What compaction is and why the strategy matters
Cassandra is a log-structured merge-tree database. Writes append to commitlog and memtable; memtables flush to immutable SSTables. Over time, a partition’s data may split across many SSTables, and tombstones persist until compaction removes them. Compaction merges SSTables to reduce the files a read must touch and to evict tombstones.
Every table has a compaction strategy that decides which SSTables to merge and when. This controls three levers: read amplification (how many SSTables a read must consult), write amplification (how many times data is rewritten during compaction), and space amplification (temporary disk space used while merging files).

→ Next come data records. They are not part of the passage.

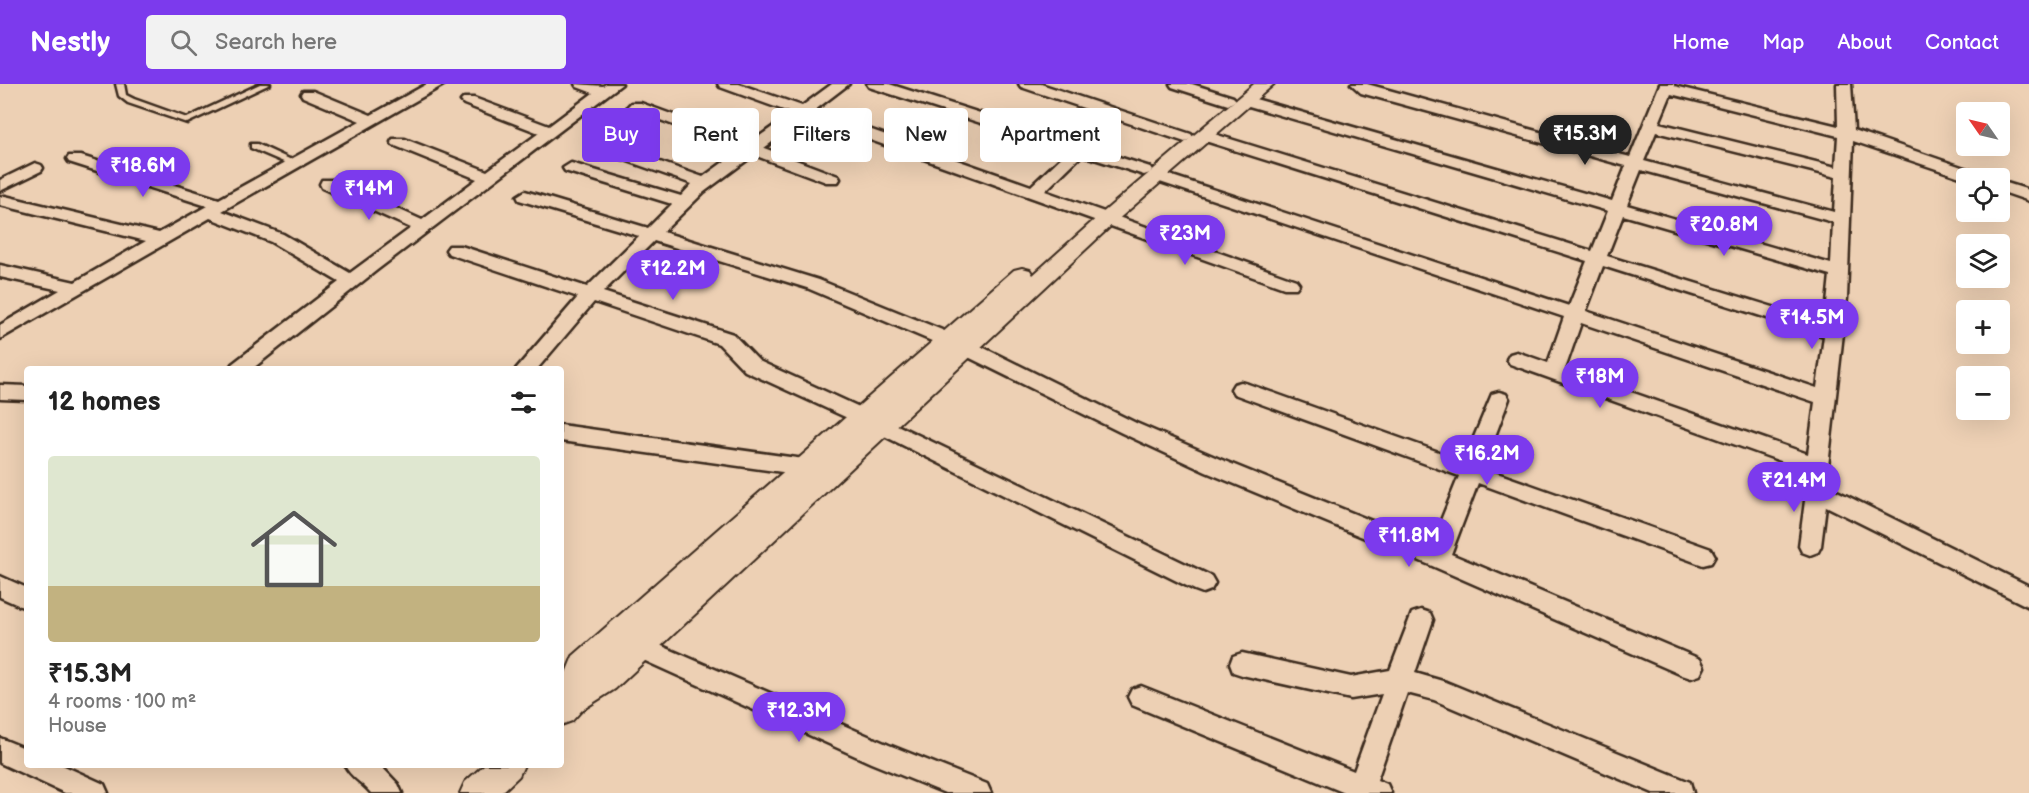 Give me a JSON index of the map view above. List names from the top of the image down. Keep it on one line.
{"north":"top left","page":{"header":"Nestly","search":"Search here","nav":["Home","Map","About","Contact"],"map_buttons":["+","−"],"chip":["Buy","Rent","Filters","New","Apartment"],"price":["₹15.3M","₹18.6M","₹14M","₹20.8M","₹23M","₹12.2M","₹14.5M","₹18M","₹16.2M","₹21.4M","₹11.8M","₹12.3M"],"heading":"12 homes","list":[{"name":"₹15.3M","note":"4 rooms · 100 m² · House"}]}} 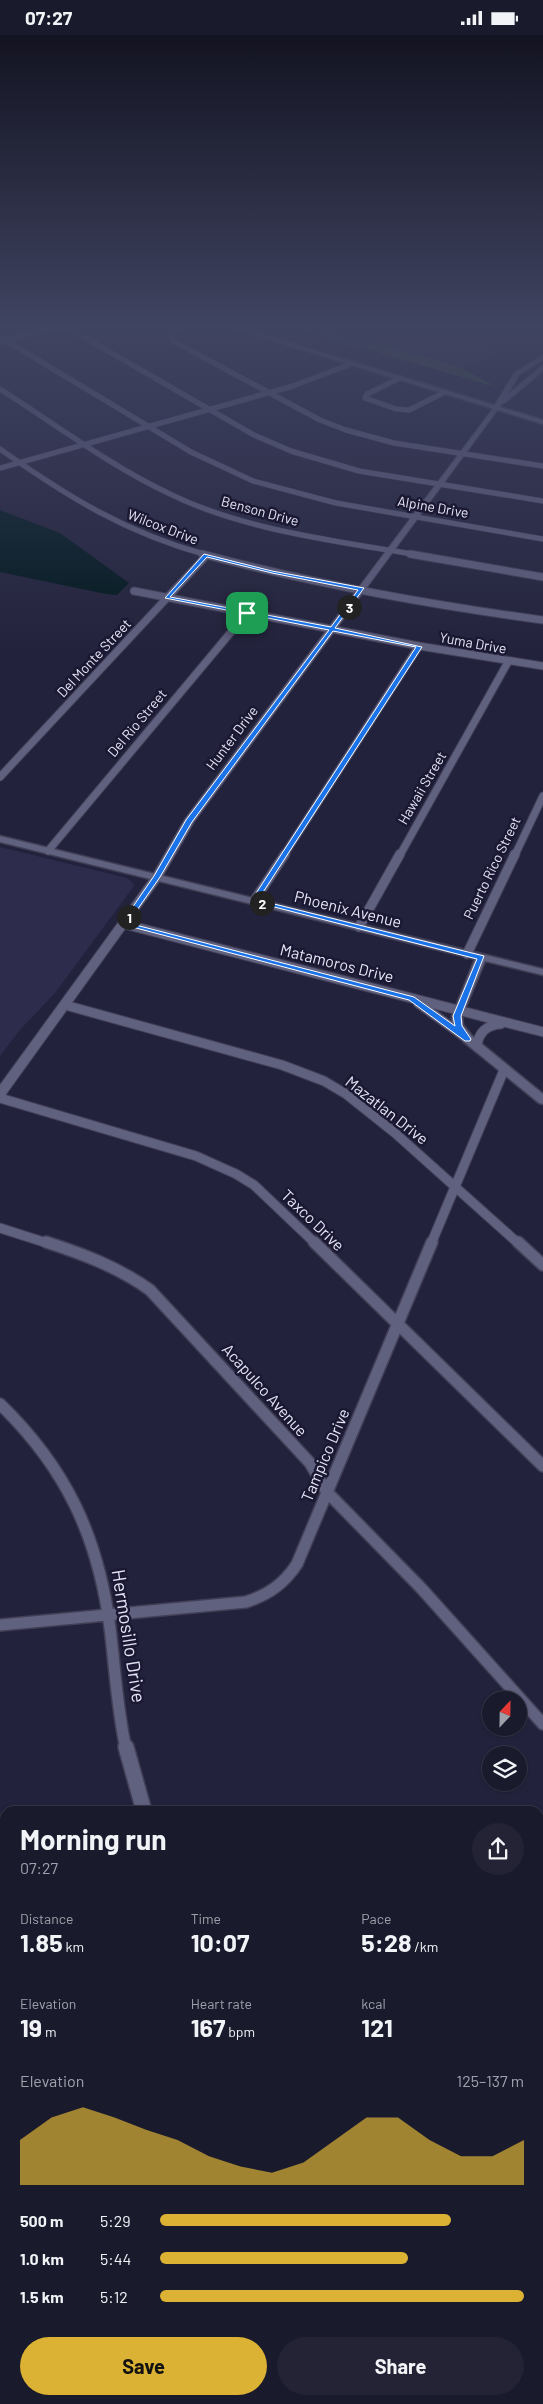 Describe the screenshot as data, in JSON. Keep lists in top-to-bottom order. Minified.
{"streets":{"main road":["Hunter Drive"],"street":["Alpine Drive","Benson Drive","Wilcox Drive","Yuma Drive","Del Monte Street","Del Rio Street","Hawaii Street","Puerto Rico Street","Phoenix Avenue","Matamoros Drive","Mazatlan Drive","Taxco Drive","Acapulco Avenue","Tampico Drive","Hermosillo Drive"]},"crossings":[["Alpine Drive","Hunter Drive"],["Benson Drive","Hunter Drive"],["Wilcox Drive","Del Monte Street"],["Wilcox Drive","Hunter Drive"],["Yuma Drive","Del Monte Street"],["Yuma Drive","Del Rio Street"],["Yuma Drive","Hunter Drive"],["Yuma Drive","Hawaii Street"],["Del Rio Street","Phoenix Avenue"],["Hunter Drive","Phoenix Avenue"],["Hunter Drive","Matamoros Drive"],["Hunter Drive","Mazatlan Drive"],["Hunter Drive","Taxco Drive"],["Hawaii Street","Phoenix Avenue"],["Puerto Rico Street","Phoenix Avenue"],["Mazatlan Drive","Tampico Drive"],["Taxco Drive","Tampico Drive"],["Acapulco Avenue","Tampico Drive"],["Tampico Drive","Hermosillo Drive"]],"north":"top","page":{"status":"07:27","pins":["3","2","1"],"heading":["Morning run","07:27"],"stats":[["Distance","1.85 km"],["Time","10:07"],["Pace","5:28 /km"],["Elevation","19 m"],["Heart rate","167 bpm"],["kcal","121"]],"chart":["Elevation","125–137 m"],"list":[{"name":"500 m","note":"5:29"},{"name":"1.0 km","note":"5:44"},{"name":"1.5 km","note":"5:12"}],"buttons":["Save","Share"]}} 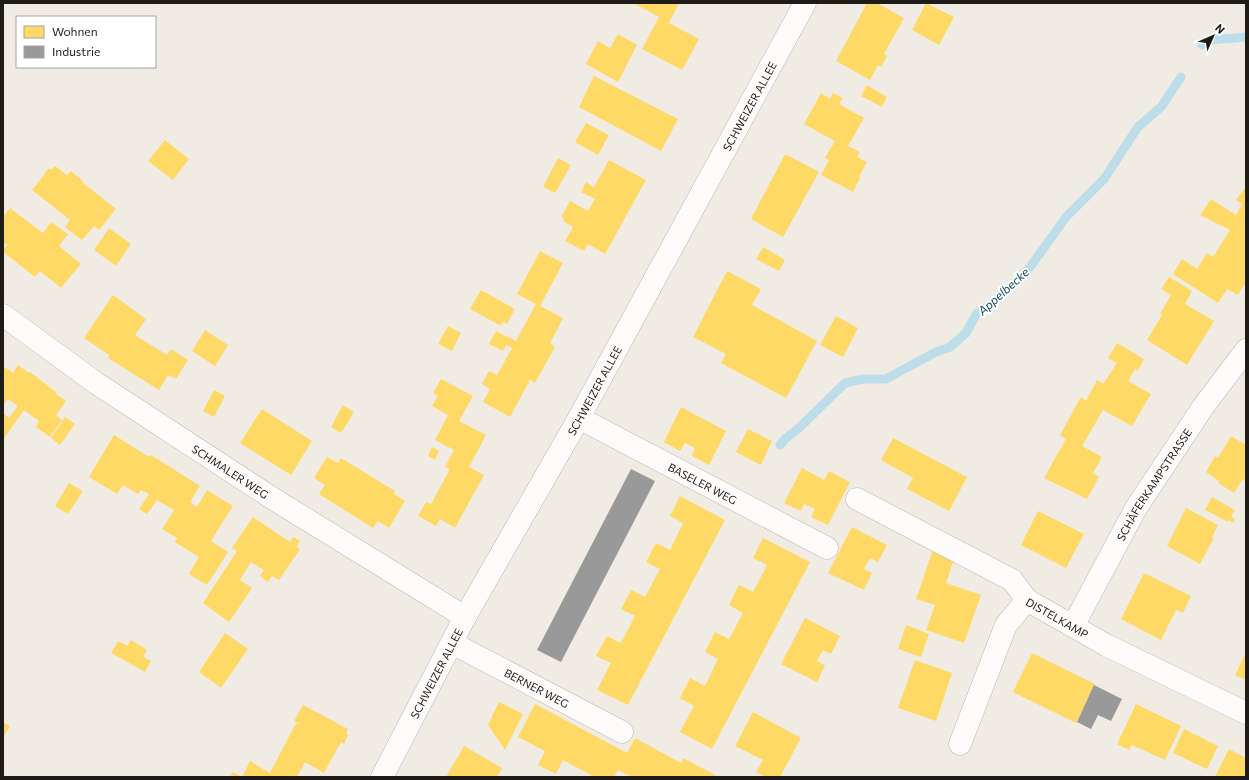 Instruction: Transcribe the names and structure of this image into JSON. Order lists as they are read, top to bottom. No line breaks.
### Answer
{"streets":{"street":["SCHWEIZER ALLEE","SCHMALER WEG","BASELER WEG","SCHÄFERKAMPSTRASSE","DISTELKAMP","BERNER WEG"]},"crossings":[["SCHWEIZER ALLEE","SCHMALER WEG"],["SCHWEIZER ALLEE","BASELER WEG"],["SCHWEIZER ALLEE","BERNER WEG"],["SCHÄFERKAMPSTRASSE","DISTELKAMP"]],"water":["Appelbecke"],"legend":["Wohnen","Industrie"],"north":"top right"} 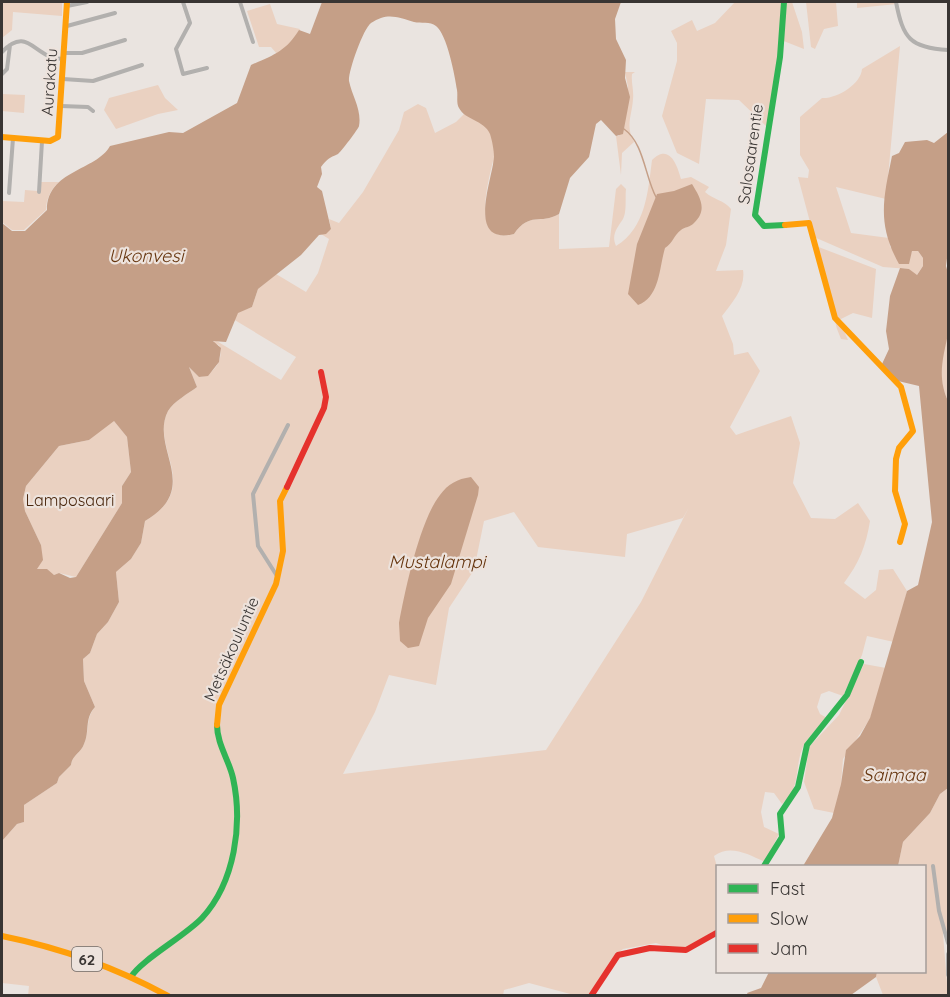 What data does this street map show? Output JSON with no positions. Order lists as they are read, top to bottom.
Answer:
{
  "streets": {
    "street": [
      "Aurakatu",
      "Salosaarentie",
      "Metsäkouluntie",
      "62"
    ]
  },
  "crossings": [
    ["Metsäkouluntie", "62"]
  ],
  "water": ["Ukonvesi", "Mustalampi", "Saimaa"],
  "parks": ["Lamposaari"],
  "legend": ["Fast", "Slow", "Jam"]
} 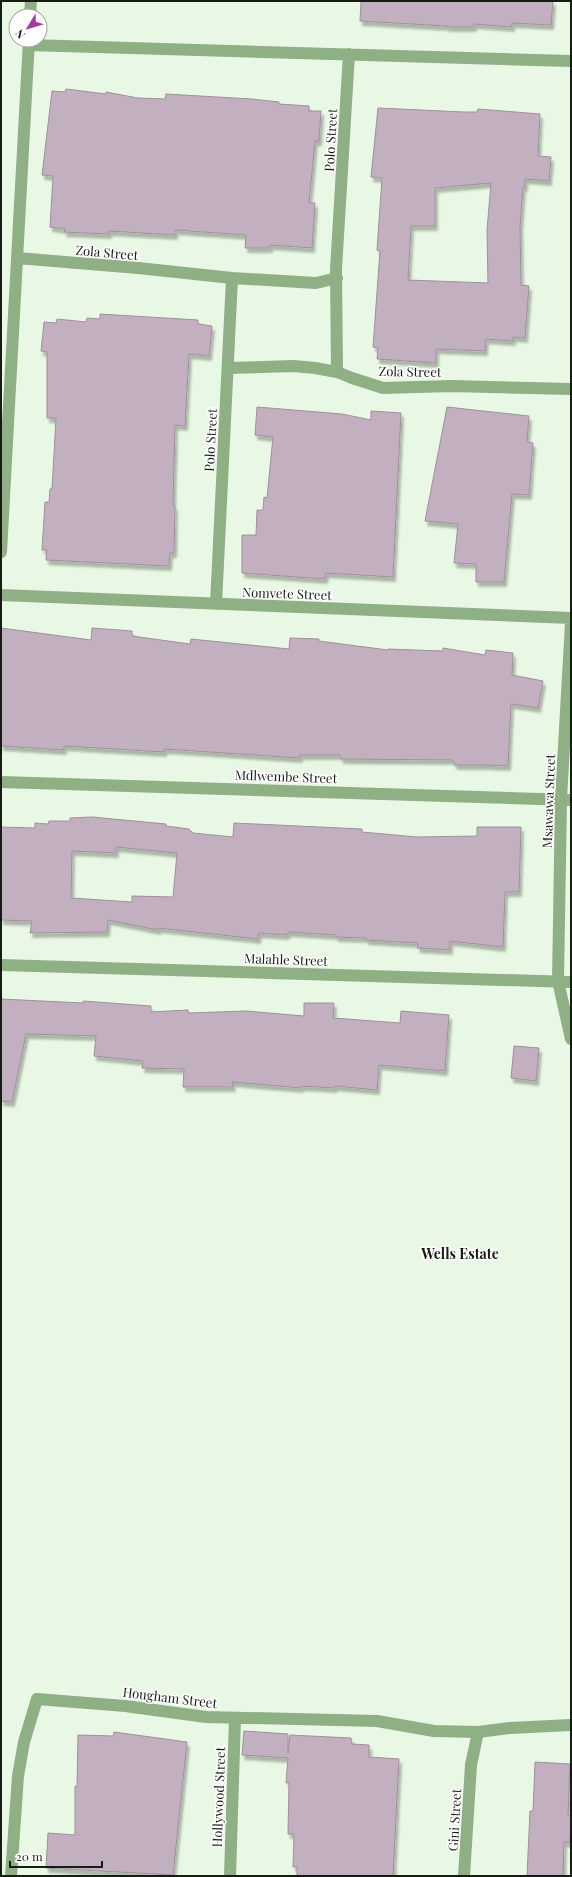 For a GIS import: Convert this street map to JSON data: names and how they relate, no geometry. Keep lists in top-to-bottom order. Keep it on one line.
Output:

Compaction creates new SSTables before deleting the old ones, so every strategy consumes temporary disk space. The amount varies significantly between strategies. Provision disk based on raw data size alone and you will eventually lose a node to space exhaustion. The strategy also determines whether compaction I/O is bursty or steady, which affects repair scheduling and whether you can share the disk with other services.
How the strategies work
STCS
STCS is the default. It groups SSTables into buckets by size and compacts similarly-sized files into one larger SSTable when a bucket reaches a threshold. This produces exponential size tiers: many small files, fewer medium files, and rare large files. Compaction I/O is bursty because the system waits for a tier to fill. Reads may need to check every SSTable in a tier when bloom filters produce false positives, so read amplification grows with the number of uncompacted tiers.
LCS
LCS organizes SSTables into levels. Level 0 contains freshly flushed SSTables. Higher levels contain non-overlapping SSTables of roughly uniform size, each level an order of magnitude larger than the previous. Promoting an SSTable from L0 to L1 requires reading all overlapping L1 SSTables and rewriting them. For levels above L0, a read touching a given partition key will find at most one SSTable per level, but L0 may contain many overlapping files. This structure lowers read amplification at the cost of higher write amplification, as data is rewritten multiple times while climbing levels. Compaction I/O is a steady drumbeat rather than a spike.
TWCS
TWCS divides SSTables into time windows based on data timestamps. Within the active window, compaction behaves like STCS. When a window closes and all data inside it expires, Cassandra can drop the entire SSTable instead of processing individual tombstones. This avoids tombstone accumulation, but it depends on time-ordered ingestion. Out-of-order writes that land in old windows, or read repair that pulls historical data into a current window, force those windows to recompact and lose the whole-file deletion optimization.
UCS
UCS is available starting with Cassandra 5.0. It uses density-based triggers and sharded compaction instead of fixed size tiers or levels. Multiple compaction shards run in parallel, and tunable scaling parameters let you bias behavior toward write-heavy or read-heavy profiles without changing the strategy class. Pending tasks tend to be more evenly distributed, producing a smoother I/O pattern than STCS sawtooth spikes.
flowchart TD
Flush[Memtable flush] --> SST[SSTable created]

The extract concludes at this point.